_Aim of the exercise_:
Please copy out all lines of the entries that contain the word "left".

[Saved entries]
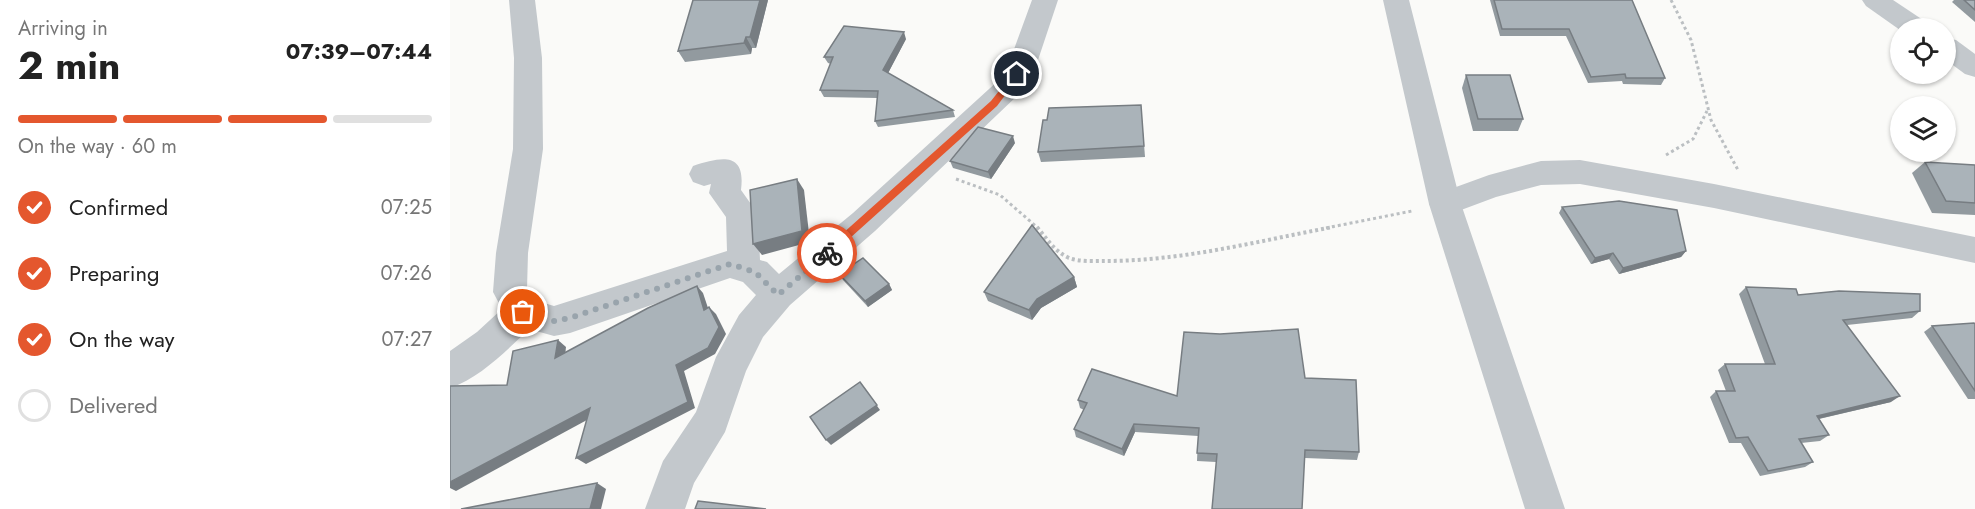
<!DOCTYPE html>
<meta charset="utf-8">
<style>
body{margin:0;font-family:Jost,sans-serif;background:#f2f2f2;color:#222;height:100vh;display:flex;flex-direction:column;font-size:22px;white-space:nowrap}
*{box-sizing:border-box;margin:0}
p{font-size:20px;color:#767676}
.icon{flex:none;width:33px;height:33px;fill:none;stroke:currentColor;stroke-width:2;stroke-linecap:round;stroke-linejoin:round}
.map{position:relative;flex:1;overflow:hidden}
.sheet{display:flex;flex-direction:column;background:#fff;width:450px}
.sheet>*{flex:none}
.fabs{position:absolute;left:1440px;top:18px;display:grid;gap:12px}
.fabs a{display:grid;place-items:center;width:66px;height:66px;border-radius:50%;background:#fff;box-shadow:0 2px 4px #0004;font-size:30px}
.pin{position:absolute;display:grid;place-items:center;width:51px;height:51px;color:#fff;margin:-26px;border:3px solid #fff;border-radius:50%;box-shadow:0 2px 6px #0007}
.courier{position:absolute;display:grid;place-items:center;width:60px;height:60px;margin:-30px;border:4px solid #e4572e;border-radius:50%;background:#fff;color:#222;box-shadow:0 2px 8px #0007}
.head em{font-style:normal;font-weight:700}
.head div{display:flex;flex-direction:column-reverse}
.head{display:flex;align-items:center;justify-content:space-between;height:102px;padding:0 18px}
h1{font-size:39px;font-weight:700;line-height:45px}
.bar{display:grid;grid-template-columns:repeat(4,1fr);gap:9px 6px;align-content:center;height:72px;padding:0 18px}
.bar i{height:8px;border-radius:4px;background:#e0e0e0}
.bar .current{background:#e4572e}
.bar p{grid-column:span 4}
ol{padding:0 18px;list-style:none}
li{display:flex;align-items:center;gap:18px;height:66px}
li p{margin-inline-start:auto}
li .icon{padding:6px;border-radius:50%;background:#e4572e;color:#fff;stroke-width:4}
li:last-child{color:#767676}
li i{width:33px;height:33px;border:3px solid #e0e0e0;border-radius:50%}
main{display:flex;flex:1;min-height:0}
.map>svg:first-child{display:block}
.lines{fill:none;stroke-linecap:round;stroke-linejoin:round}
.path-far1{stroke:#bbbfc2;stroke-width:3;stroke-dasharray:3 3;stroke-linecap:butt}
.path{stroke:#bbbfc2;stroke-width:4;stroke-dasharray:3 3;stroke-linecap:butt}
.minor{fill:#c3c8cc;fill-rule:evenodd}
.tertiary{fill:#c3c8cc;fill-rule:evenodd}
.wall{fill:#929a9f}
.shaded-wall{fill:#777d82}
.building{fill:#aab3b9;stroke:#777d82;stroke-width:1.5}
.route{fill:#e4572e}
.done{stroke:#99a4ac;stroke-width:6;stroke-dasharray:0 10.8}
</style>
<main>
<section class="sheet">
<div class="head"><div><h1>2 min</h1><p>Arriving in</p></div><em>07:39–07:44</em></div>
<div class="bar"><i class="current"></i><i class="current"></i><i class="current"></i><i></i><p>On the way · 60 m</p></div>
<ol>
<li><svg class="icon" aria-label="check" viewBox="0 0 24 24"><path d="M5 12l5 5 9-10"/></svg>Confirmed<p>07:25</p></li>
<li><svg class="icon" aria-label="check" viewBox="0 0 24 24"><path d="M5 12l5 5 9-10"/></svg>Preparing<p>07:26</p></li>
<li><svg class="icon" aria-label="check" viewBox="0 0 24 24"><path d="M5 12l5 5 9-10"/></svg>On the way<p>07:27</p></li>
<li><i></i>Delivered</li>
</ol>
</section>
<div class="map">
<svg width="1525" height="509" viewBox="0 0 1525 509">
<rect width="100%" height="100%" fill="#fafaf8"/>
<g class="lines">
<g class="path-far1">
<polyline points="1221,0 1241,40 1261,120 1288,170"/>
<polyline points="1216,155 1243,139 1257,111"/>
<polyline points="506,179 550,195 588,228"/>
<polyline points="876,228 962,211"/>
</g>
<path class="path" d="M587,227c10,12 17,24 32,31 11,4 25,3 37,3 77,0 152,-20 227,-34"/>
<g class="minor">
<path d="M59,0h26l7,58 1,91 -15,104 -1,36 7,11 20,6 173,-55 -1,-34 -17,-24 2,-9 -7,2 -11,-4 -4,-8 4,-8c28,-9 53,-15 48,24l17,24 2,46 7,2 12,12 74,-61 147,-134 9,-16 23,-63h26l-21,63 -17,30 -145,138 -85,74 -27,32 -17,34 -21,61 -31,51 -9,26h-40l18,-48 33,-49 20,-55 23,-42 17,-20 -13,-13 -13,-4 -160,55 -16,3 -25,-7c-23,22 -48,48 -79,59v-37l27,-19 25,-23 -9,-17 3,-39 17,-104 1,-91z"/>
<polygon points="1412,0 1443,0 1476,22 1480,28 1450,30 1416,6"/>
<polygon points="1496,38 1506,40 1525,54 1525,77 1515,74 1496,60"/>
<polygon points="1130,160 1264,184 1525,237 1525,263 1264,208 1130,184 1091,185 1046,197 995,216 984,213 979,204 984,195 1039,175 1091,161"/>
</g>
<polygon class="tertiary" points="933,0 959,0 1011,204 1115,509 1075,509 979,204"/>
</g>
<g class="wall">
<polygon points="318,0 306,48 302,48 301,54 235,62 228,51"/>
<polygon points="1040,0 1182,0 1215,78 1211,85 1173,84 1172,81 1138,83 1116,36 1050,36"/>
<polygon points="1504,0 1525,0 1525,22 1502,2"/>
<polygon points="456,39 438,73 503,110 505,117 428,127 425,121 427,98 374,97 370,90 381,64 378,63 374,57"/>
<polygon points="1016,75 1073,119 1068,131 1023,131 1012,88"/>
<polygon points="691,105 695,157 591,162 588,152 597,120"/>
<polygon points="565,143 541,179 503,168 500,161"/>
<polygon points="1475,162 1525,165 1525,215 1482,213 1462,173"/>
<polygon points="1112,207 1236,251 1231,257 1169,274 1159,259 1141,264 1109,213"/>
<polygon points="389,274 439,284 442,290 418,307 393,280"/>
<polygon points="624,277 627,287 591,308 582,320 538,301 534,292"/>
<polygon points="1296,287 1348,295 1470,311 1462,318 1397,325 1441,402 1369,419 1379,435 1370,441 1351,443 1363,462 1355,467 1310,476 1291,443 1279,443 1260,397 1266,391 1276,391 1268,370 1275,364 1315,364 1289,294"/>
<polygon points="1525,324 1525,399 1518,399 1474,332 1482,326"/>
<polygon points="855,378 909,452 907,460 855,458 766,462 747,461 748,436 685,432 674,456 626,437 624,429 634,410 630,408 628,400 727,396"/>
</g>
<g class="shaded-wall">
<polygon points="310,0 318,0 306,48 300,37"/>
<polygon points="454,32 456,39 436,77 433,70"/>
<polygon points="296,37 302,48 301,54 294,43"/>
<polygon points="563,136 565,143 541,179 538,172"/>
<polygon points="347,179 354,190 360,242 312,255 303,244"/>
<polygon points="1236,251 1231,257 1169,274 1173,268"/>
<polygon points="1163,253 1159,259 1141,264 1145,258"/>
<polygon points="624,277 627,287 591,308 582,320 579,310 587,299"/>
<polygon points="439,284 442,290 418,307 415,301"/>
<polygon points="247,286 253,293 261,317 254,310"/>
<polygon points="259,307 266,314 276,334 265,354 234,371 245,408 136,464 126,458 226,365"/>
<polygon points="108,340 116,347 114,365 105,358"/>
<polygon points="410,382 430,410 381,445 376,440"/>
<polygon points="1450,396 1441,402 1359,421 1367,416"/>
<polygon points="140,408 148,414 6,491 0,488 0,482"/>
<polygon points="684,424 685,432 674,456 672,449"/>
<polygon points="147,483 156,489 151,509 140,509"/>
</g>
<g class="building">
<polygon points="243,0 310,0 300,37 296,37 294,43 228,51"/>
<polygon points="1044,0 1182,0 1215,78 1176,78 1175,74 1141,77 1119,29 1052,29"/>
<polygon points="1514,0 1525,0 1525,10"/>
<polygon points="394,26 454,32 433,70 503,110 425,121 428,91 370,90 383,57 374,57"/>
<polygon points="1016,75 1060,75 1073,119 1028,119"/>
<polygon points="691,105 694,146 588,152 593,120 597,120 599,108"/>
<polygon points="528,127 563,136 538,172 500,161"/>
<polygon points="1475,162 1525,165 1525,203 1496,201"/>
<polygon points="347,179 352,231 303,244 300,190"/>
<polygon points="1169,201 1227,210 1236,251 1173,268 1163,253 1145,258 1112,207"/>
<polygon points="582,225 624,277 587,299 579,310 534,292"/>
<polygon points="413,258 439,284 415,301 389,274"/>
<polygon points="247,286 254,310 259,307 269,327 258,348 226,365 238,402 126,458 140,408 0,482 0,386 57,385 63,351 108,340 105,358 198,308"/>
<polygon points="1296,287 1346,289 1348,295 1389,291 1470,294 1470,311 1393,320 1450,396 1367,416 1379,435 1349,439 1363,462 1318,471 1298,437 1286,438 1266,391 1285,391 1275,364 1325,364"/>
<polygon points="1524,323 1525,324 1525,391 1482,326"/>
<polygon points="848,329 855,378 906,380 909,452 855,450 852,509 762,509 767,454 747,453 749,428 684,424 672,449 624,429 637,403 628,400 642,369 727,396 734,332 770,334"/>
<polygon points="410,382 427,405 376,440 360,417"/>
<polygon points="147,483 140,509 11,509"/>
<polygon points="248,501 316,509 245,509"/>
</g>
<polygon class="route" points="564,72 571,74 547,106 380,256 373,256 373,251 541,101"/>
<g class="lines">
<polyline class="done" points="73,312 104,321 120,318 280,264 305,272 328,295 377,253"/>
</g>
</svg>
<div class="fabs">
<a><svg class="icon" aria-label="locate" viewBox="0 0 24 24"><circle cx="12" cy="12" r="6"/><path d="M12 2v4M12 18v4M2 12h4M18 12h4"/></svg></a>
<a><svg class="icon" aria-label="layers" viewBox="0 0 24 24"><path d="M12 4l9 5-9 5-9-5zM3 14l9 5 9-5"/></svg></a>
</div>
<div class="pin" style="left:73px;top:312px;background:#ea580c"><svg class="icon" aria-label="bag" viewBox="0 0 24 24"><path d="M5 8h14l-1 12H6zM9 8a3 3 0 0 1 6 0"/></svg></div>
<div class="pin" style="left:567px;top:74px;background:#1f2937"><svg class="icon" aria-label="home" viewBox="0 0 24 24"><path d="M3 11l9-7 9 7M6 9v11h12V9"/></svg></div>
<div class="courier" style="left:377px;top:253px"><svg class="icon" aria-label="bike" viewBox="0 0 24 24"><circle cx="6" cy="16" r="4"/><circle cx="18" cy="16" r="4"/><path d="M6 16l4-8h5l3 8M10 8l3 8H6M13 5h3"/></svg></div>
</div>
</main>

_Exercise result_:
.fabs{position:absolute;left:1440px;top:18px;display:grid;gap:12px}
<div class="pin" style="left:73px;top:312px;background:#ea580c"><svg class="icon" aria-label="bag" viewBox="0 0 24 24"><path d="M5 8h14l-1 12H6zM9 8a3 3 0 0 1 6 0"/></svg></div>
<div class="pin" style="left:567px;top:74px;background:#1f2937"><svg class="icon" aria-label="home" viewBox="0 0 24 24"><path d="M3 11l9-7 9 7M6 9v11h12V9"/></svg></div>
<div class="courier" style="left:377px;top:253px"><svg class="icon" aria-label="bike" viewBox="0 0 24 24"><circle cx="6" cy="16" r="4"/><circle cx="18" cy="16" r="4"/><path d="M6 16l4-8h5l3 8M10 8l3 8H6M13 5h3"/></svg></div>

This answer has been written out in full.